MATERIAL SUPPLIED: Begin
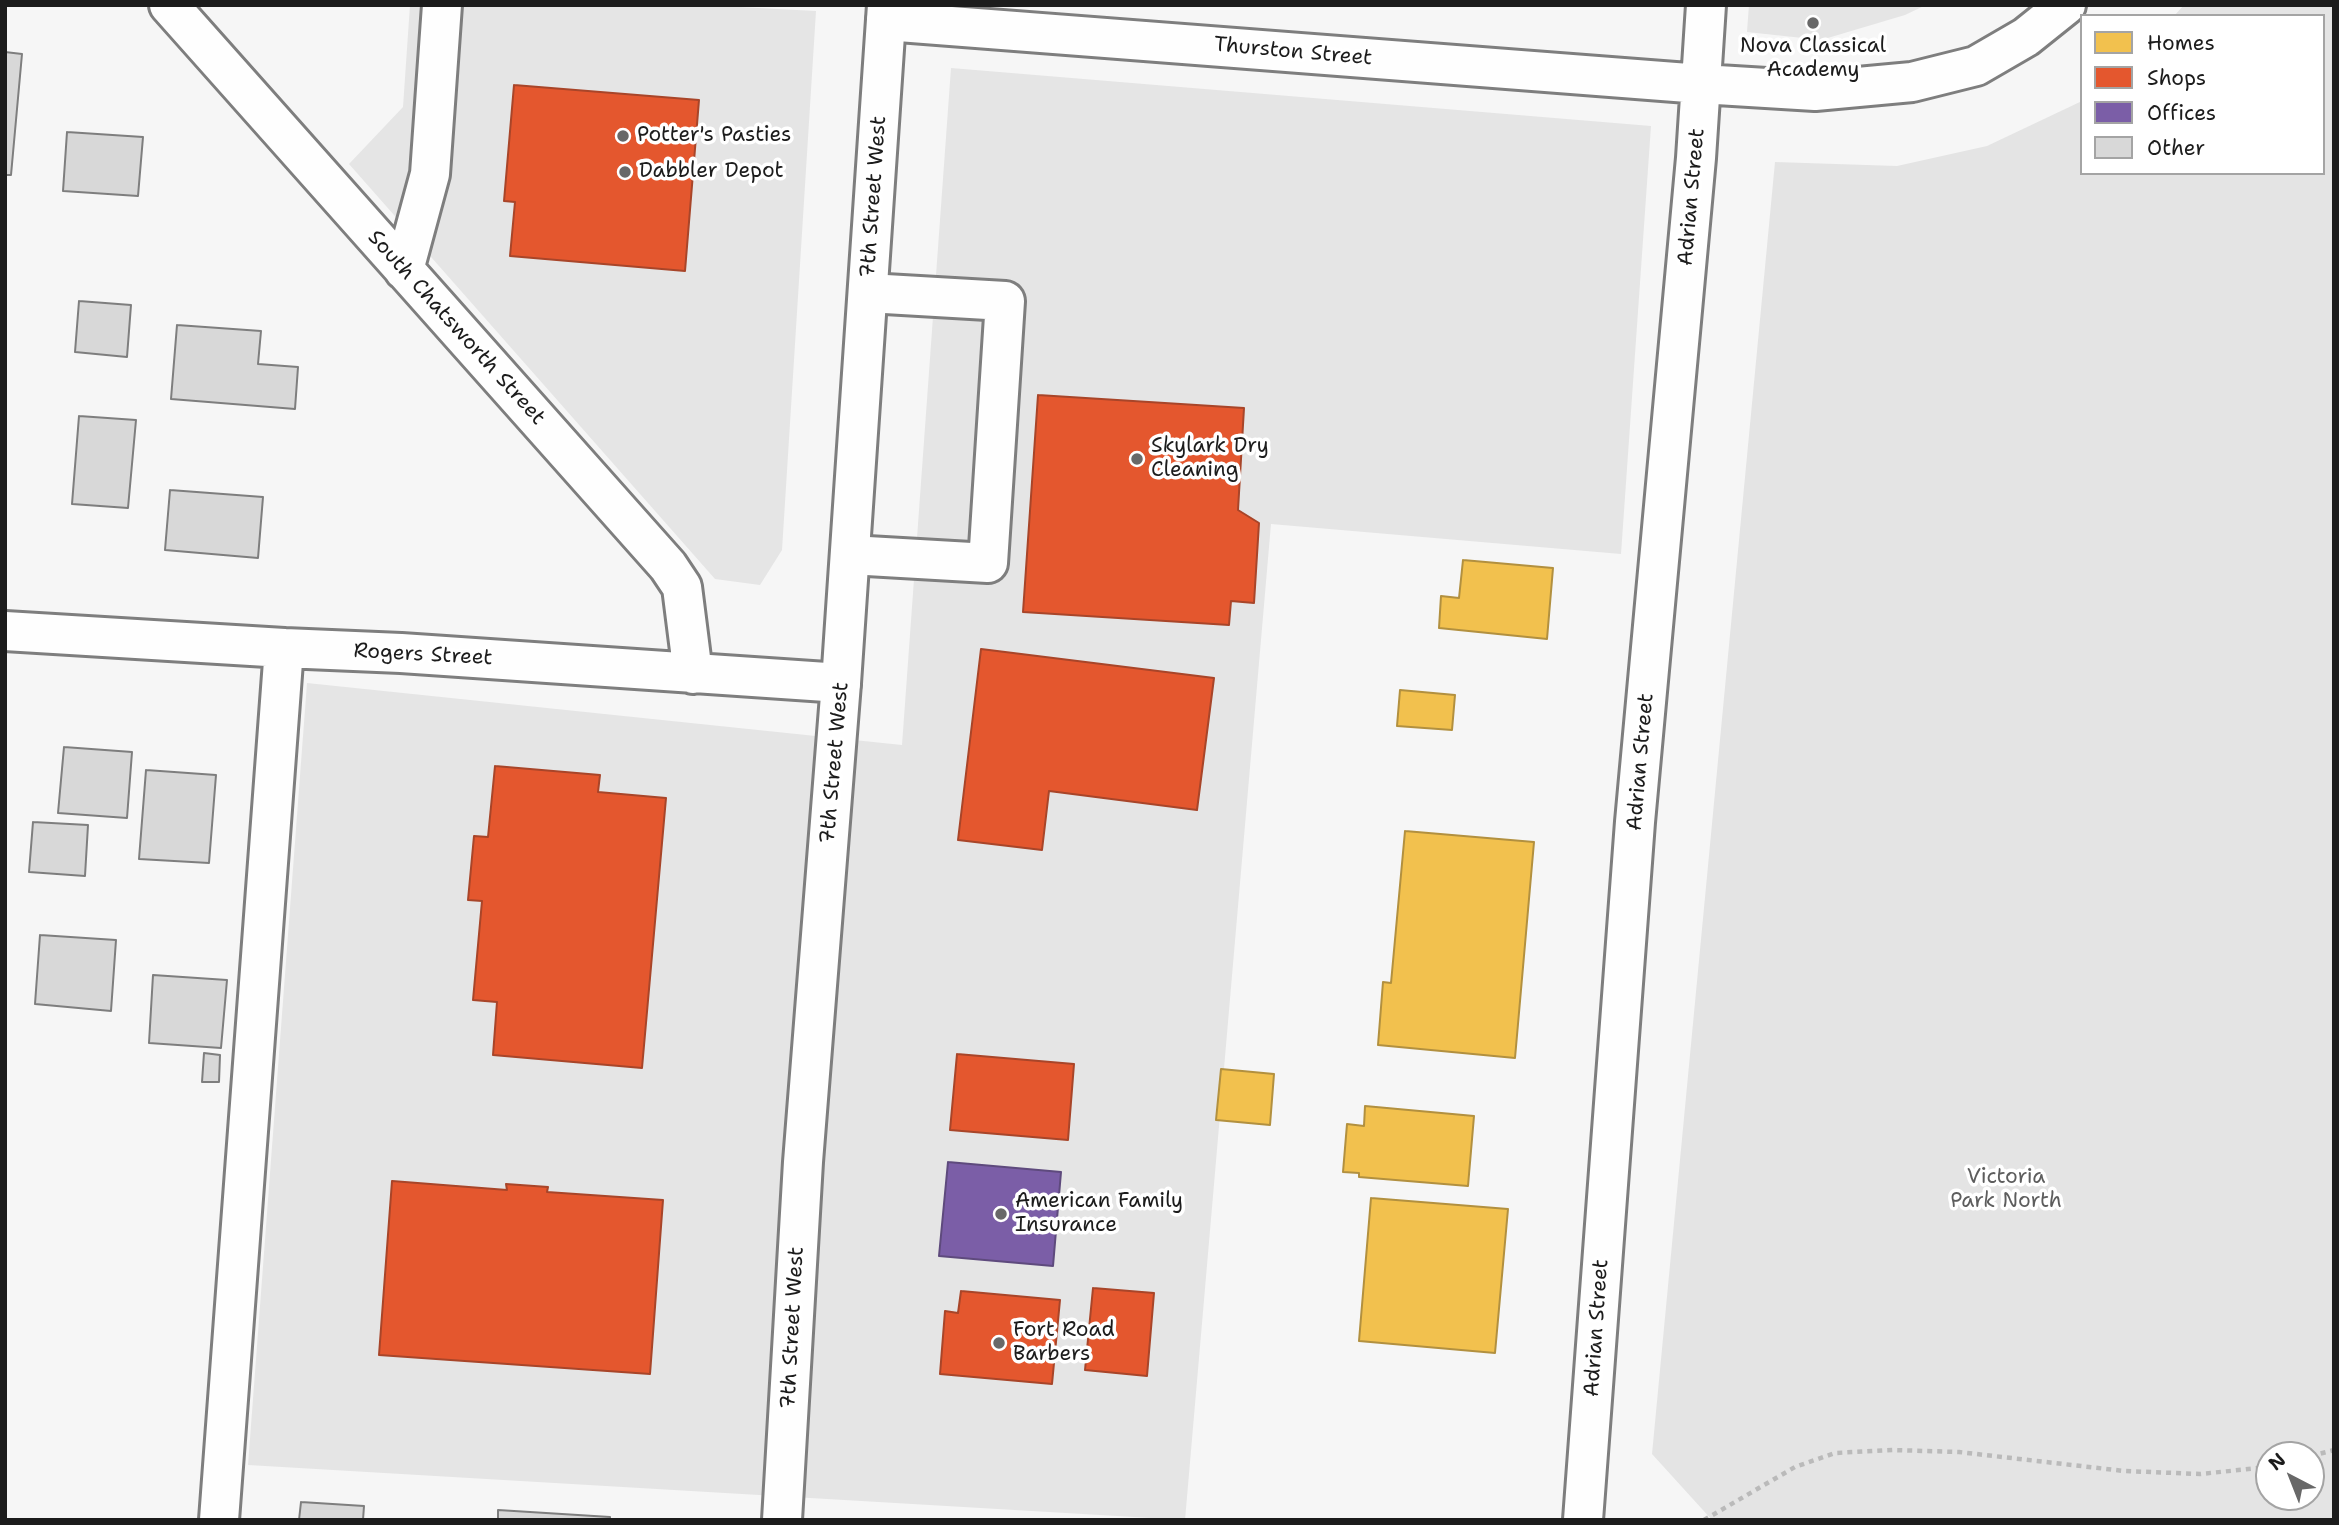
<!DOCTYPE html>
<style>
body{margin:0}
#map{position:relative;width:2339px;height:1525px;overflow:hidden;background:#f6f6f6;font-family:"Shantell Sans",sans-serif}
canvas{display:block}
.frame{position:absolute;inset:0;border:7px solid #1c1c1c;pointer-events:none}
.legend{position:absolute;left:2080px;top:14px;width:245px;height:161px;box-sizing:border-box;background:#fff;border:2px solid #a4a4a4;margin:0;padding:9px 12px;list-style:none;font-size:21px;color:#1c1c1c}
.legend li{display:flex;align-items:center;gap:14px;height:35px}
.legend b{width:35px;border:2px solid #a4a4a4}
.north{position:absolute;left:2255px;top:1441px;width:70px;height:70px;box-sizing:border-box;background:#fff;border:2px solid #a4a4a4;border-radius:50%;rotate:318deg;font-size:19px;font-weight:700;line-height:28px;text-align:center;color:#1c1c1c}
.north::after{content:'';display:block;margin:auto;width:24px;height:32px;background:#686868;clip-path:polygon(50% 0,100% 100%,50% 72%,0 100%)}
</style>
<div id="map">
<canvas width="2339" height="1525"></canvas>
<div class="frame"></div>
<ul class="legend">
<li><b style="height:19px;background:#f2c14e"></b>Homes</li>
<li><b style="height:19px;background:#e4572e"></b>Shops</li>
<li><b style="height:19px;background:#7b5ea7"></b>Offices</li>
<li><b style="height:19px;background:#d8d8d8"></b>Other</li>
</ul>
<div class="north">N</div>
</div>
<script>
const c = document.querySelector('canvas').getContext('2d');
c.lineJoin = 'round';
function fillPath(path, color) { c.fillStyle = color; c.fill(path, 'evenodd'); }
const shape = rows => new Path2D(rows.map(r => 'M' + r).join(''));
function stroke(path, color, width, dash) { c.strokeStyle = color; c.lineWidth = width; c.lineCap = dash ? 'butt' : 'round'; c.setLineDash(dash || []); c.stroke(path); }
function drawText(font, color, halo, rows, align = 'center') {
  c.font = font + ' "Shantell Sans",sans-serif'; c.lineWidth = 7; c.setLineDash([]); c.textBaseline = 'middle'; c.strokeStyle = halo; c.fillStyle = color; for (const [text, x, y, turn = 0] of rows) {
    c.save(); c.translate(x, y); c.rotate((+turn || 0) * Math.PI / 180); c.textAlign = isNaN(turn) ? turn : align; if (halo) c.strokeText(text, 0, 0); c.fillText(text, 0, 0); c.restore();
  }
}
const built = shape([
 [410,5,701,5,816,11,782,550,760,585,715,579,349,164,403,107],
 [1749,5,1926,5,1905,15,1821,40,1747,32],
 [951,68,1651,126,1621,554,1271,524,1185,1520,248,1465,307,683,902,745]
]);
const green = shape([
 [2184,5,2334,5,2334,1520,1712,1520,1652,1454,1775,162,1897,166,1987,146,2082,101,2082,173,2323,173,2323,16,2174,16],
 [2269,1455,2311,1455,2311,1497,2269,1497]
]);
const homes = shape([
 [1463,560,1553,568,1547,639,1439,628,1441,596,1459,598,1463,560],
 [1400,690,1455,695,1452,730,1397,726,1400,690],
 [1405,831,1534,842,1515,1058,1378,1045,1383,982,1391,983,1405,831],
 [1221,1069,1274,1074,1270,1125,1216,1120,1221,1069],
 [1365,1106,1474,1116,1468,1186,1359,1177,1359,1173,1343,1172,1347,1124,1364,1126,1365,1106],
 [1371,1198,1508,1209,1495,1353,1359,1341,1371,1198]
]);
const shops = shape([
 [514,85,699,100,685,271,510,256,515,202,504,201,514,85],
 [1038,395,1244,408,1238,510,1259,523,1254,603,1231,601,1229,625,1023,612,1038,395],
 [981,649,1214,678,1197,810,1049,791,1042,850,958,840,981,649],
 [495,766,600,775,598,792,666,798,642,1068,493,1055,497,1002,473,1000,482,901,468,900,474,836,488,837,495,766],
 [957,1054,1074,1064,1068,1140,950,1130,957,1054],
 [392,1181,507,1190,506,1184,548,1187,547,1192,663,1200,650,1374,379,1355,392,1181],
 [1093,1288,1154,1293,1147,1376,1085,1370,1093,1288],
 [961,1291,1060,1300,1052,1384,940,1374,945,1311,958,1313,961,1291]
]);
const offices = shape([
 [948,1162,1061,1172,1053,1266,939,1256,948,1162]
]);
const building = shape([
 [5,52,22,54,11,175,5,175,5,52],
 [67,132,143,137,138,196,63,191,67,132],
 [79,301,131,305,127,357,75,352,79,301],
 [177,325,261,331,258,364,298,367,295,409,171,399,177,325],
 [79,416,136,420,128,508,72,504,79,416],
 [170,490,263,497,258,558,165,550,170,490],
 [64,747,132,752,127,818,58,813,64,747],
 [146,770,216,775,209,863,139,859,146,770],
 [33,822,88,825,85,876,29,872,33,822],
 [40,935,116,940,111,1011,35,1004,40,935],
 [153,975,227,980,221,1048,149,1043,153,975],
 [204,1053,220,1055,219,1082,202,1082,204,1053],
 [301,1502,364,1506,363,1520,299,1520,301,1502],
 [498,1510,610,1517,610,1520,498,1520,498,1510]
]);
const path = shape([
 [2311,1456,2334,1450],
 [1704,1520,1795,1467,1835,1453,1893,1450,1959,1452,2124,1471,2200,1474,2269,1467]
]);
const minor = shape([
 [169,5,668,566,682,587,693,674],
 [886,21,1701,84,1815,91,1912,82,1976,66,2026,37,2066,5],
 [404,270,430,174,442,5],
 [850,555,988,563,1005,301,868,293],
 [5,631,284,648,401,653,841,683],
 [219,1520,284,648],
 [1583,1520,1635,822,1696,158,1706,5]
]);
const major = shape([
 [782,1520,803,1162,841,683,887,5]
]);
const markers = [
 [1813,23,7,"#686868"],
 [623,136,7,"#686868"],
 [625,172,7,"#686868"],
 [1137,459,7,"#686868"],
 [1001,1214,7,"#686868"],
 [999,1343,7,"#686868"]
];
const poiNames = [
 ["Nova Classical",1813,47,"center"],
 ["Academy",1813,71,"center"],
 ["Potter's Pasties",637,136],
 ["Dabbler Depot",639,172],
 ["Skylark Dry",1151,447],
 ["Cleaning",1151,471],
 ["American Family",1015,1202],
 ["Insurance",1015,1226],
 ["Fort Road",1013,1331],
 ["Barbers",1013,1355]
];
const streetNames = [
 ["Thurston Street",1293,52,5],
 ["7th Street West",874,197,-86],
 ["Adrian Street",1692,197,-85],
 ["South Chatsworth Street",456,328,48],
 ["Rogers Street",423,655,3],
 ["Adrian Street",1641,762,-85],
 ["7th Street West",835,763,-85],
 ["7th Street West",793,1328,-87],
 ["Adrian Street",1597,1328,-86]
];
const parkNames = [
 ["Victoria",2006,1178],
 ["Park North",2006,1202]
];
fillPath(built, '#e5e5e5');
fillPath(green, '#e4e4e4');
fillPath(homes, '#f2c14e');
stroke(homes, '#b2903f', 2);
fillPath(shops, '#e4572e');
stroke(shops, '#a84529', 2);
fillPath(offices, '#7b5ea7');
stroke(offices, '#5e4a7d', 2);
fillPath(building, '#d8d8d8');
stroke(building, '#7e7e7e', 2);
stroke(minor, '#7e7e7e', 44);
stroke(major, '#7e7e7e', 44);
stroke(path, '#bababa', 4.5, [5, 5]);
stroke(minor, '#fefefe', 38);
stroke(major, '#fefefe', 38);
for (const [x, y, r, color] of markers) { const dot = new Path2D(); dot.arc(x, y, r, 0, 2 * Math.PI); c.fillStyle = color; c.fill(dot); stroke(dot, '#fff', 2.5); }
drawText('21px', '#1c1c1c', '#fff', poiNames, 'left');
drawText('21px', '#1c1c1c', '#fff', streetNames);
drawText('21px', '#5d5d5d', '#fff', parkNames);
</script>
MATERIAL SUPPLIED: End
Lines holding "poiNames" in the data above: copy each of them.

WRITTEN REPLY:
const poiNames = [
drawText('21px', '#1c1c1c', '#fff', poiNames, 'left');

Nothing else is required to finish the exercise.